Problem to work on ::
Leaving the pictures aside, reproduce the data in full and word for word.

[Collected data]

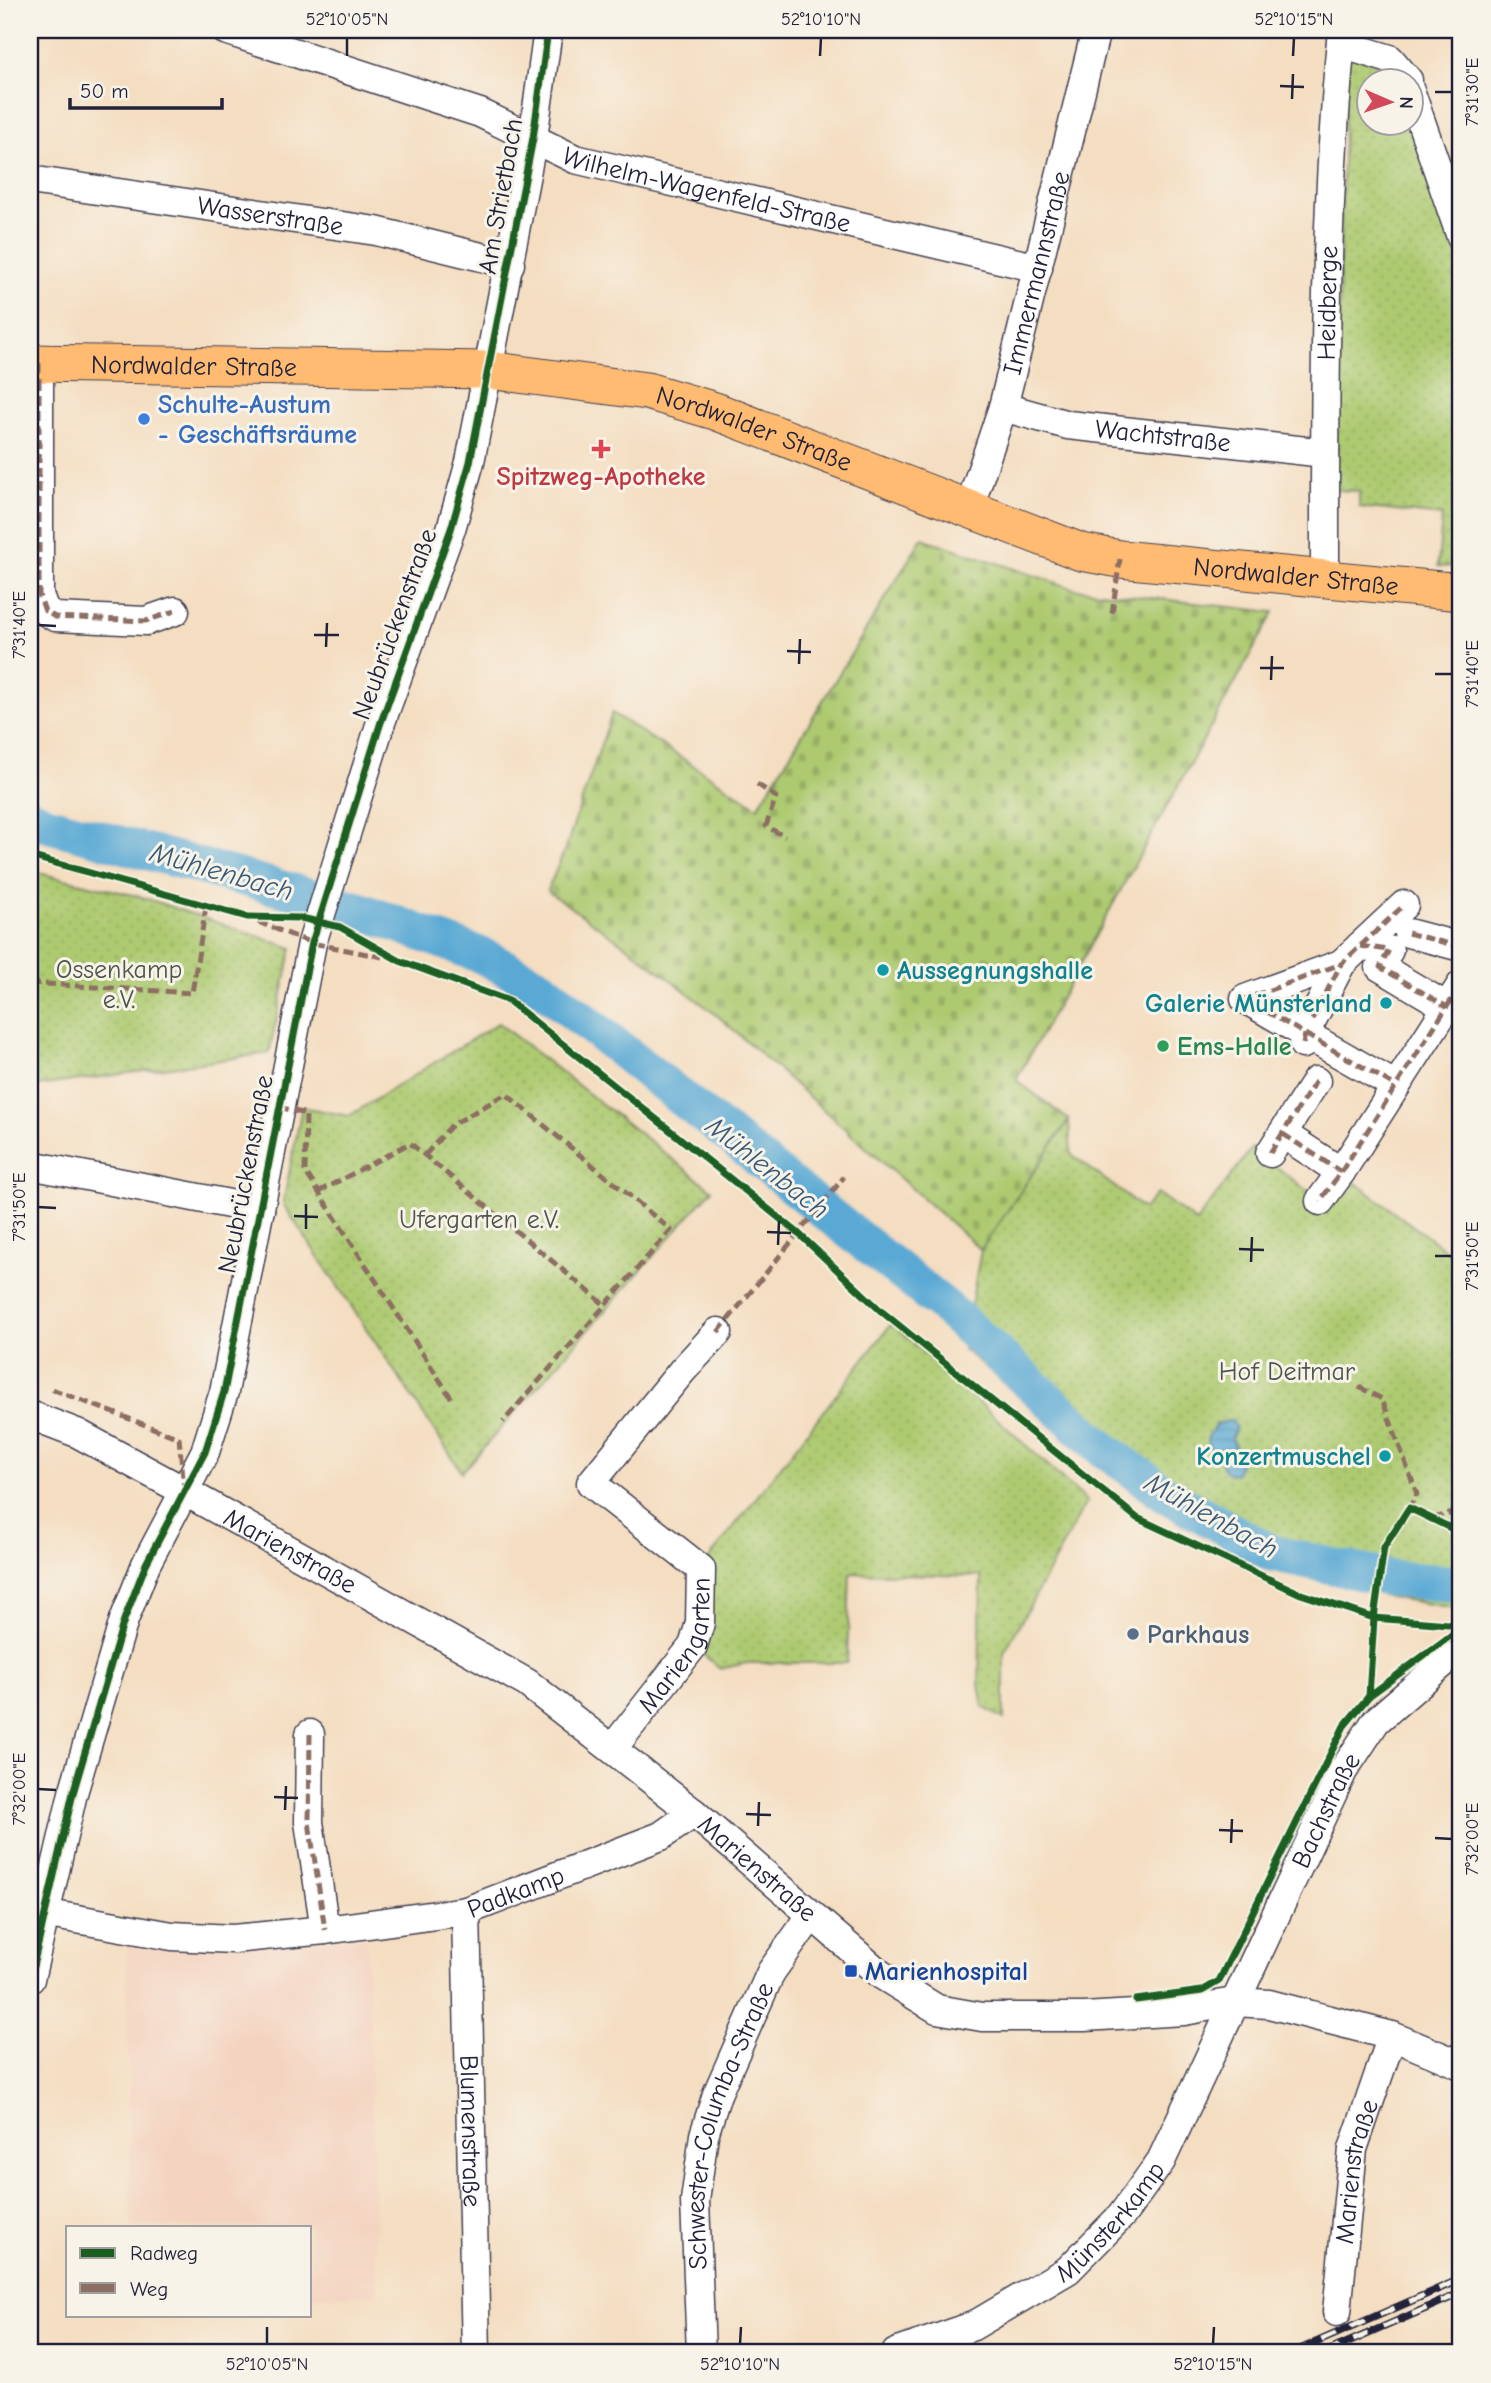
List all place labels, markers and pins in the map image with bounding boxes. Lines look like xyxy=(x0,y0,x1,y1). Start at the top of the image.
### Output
place label: Schulte-Austum - Geschäftsräume xyxy=(158,390,357,450)
marker: Schulte-Austum - Geschäftsräume xyxy=(136,411,152,427)
marker: Spitzweg-Apotheke xyxy=(593,441,609,457)
place label: Spitzweg-Apotheke xyxy=(496,462,706,492)
place label: Aussegnungshalle xyxy=(897,956,1093,986)
marker: Aussegnungshalle xyxy=(875,962,891,978)
place label: Galerie Münsterland xyxy=(1145,989,1372,1019)
marker: Galerie Münsterland xyxy=(1378,995,1394,1011)
place label: Ems-Halle xyxy=(1177,1032,1292,1062)
marker: Ems-Halle xyxy=(1155,1038,1171,1054)
place label: Konzertmuschel xyxy=(1196,1442,1371,1472)
marker: Konzertmuschel xyxy=(1377,1448,1393,1464)
place label: Parkhaus xyxy=(1147,1620,1249,1650)
marker: Parkhaus xyxy=(1125,1626,1141,1642)
place label: Marienhospital xyxy=(865,1957,1028,1987)
marker: Marienhospital xyxy=(843,1963,859,1979)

Result below ::
List all place labels, markers and pins in the map image with bounding boxes. Lines look like xyxy=(x0,y0,x1,y1). Start at the top of the image.
### Output
place label: Schulte-Austum - Geschäftsräume xyxy=(158,390,357,450)
marker: Schulte-Austum - Geschäftsräume xyxy=(136,411,152,427)
marker: Spitzweg-Apotheke xyxy=(593,441,609,457)
place label: Spitzweg-Apotheke xyxy=(496,462,706,492)
place label: Aussegnungshalle xyxy=(897,956,1093,986)
marker: Aussegnungshalle xyxy=(875,962,891,978)
place label: Galerie Münsterland xyxy=(1145,989,1372,1019)
marker: Galerie Münsterland xyxy=(1378,995,1394,1011)
place label: Ems-Halle xyxy=(1177,1032,1292,1062)
marker: Ems-Halle xyxy=(1155,1038,1171,1054)
place label: Konzertmuschel xyxy=(1196,1442,1371,1472)
marker: Konzertmuschel xyxy=(1377,1448,1393,1464)
place label: Parkhaus xyxy=(1147,1620,1249,1650)
marker: Parkhaus xyxy=(1125,1626,1141,1642)
place label: Marienhospital xyxy=(865,1957,1028,1987)
marker: Marienhospital xyxy=(843,1963,859,1979)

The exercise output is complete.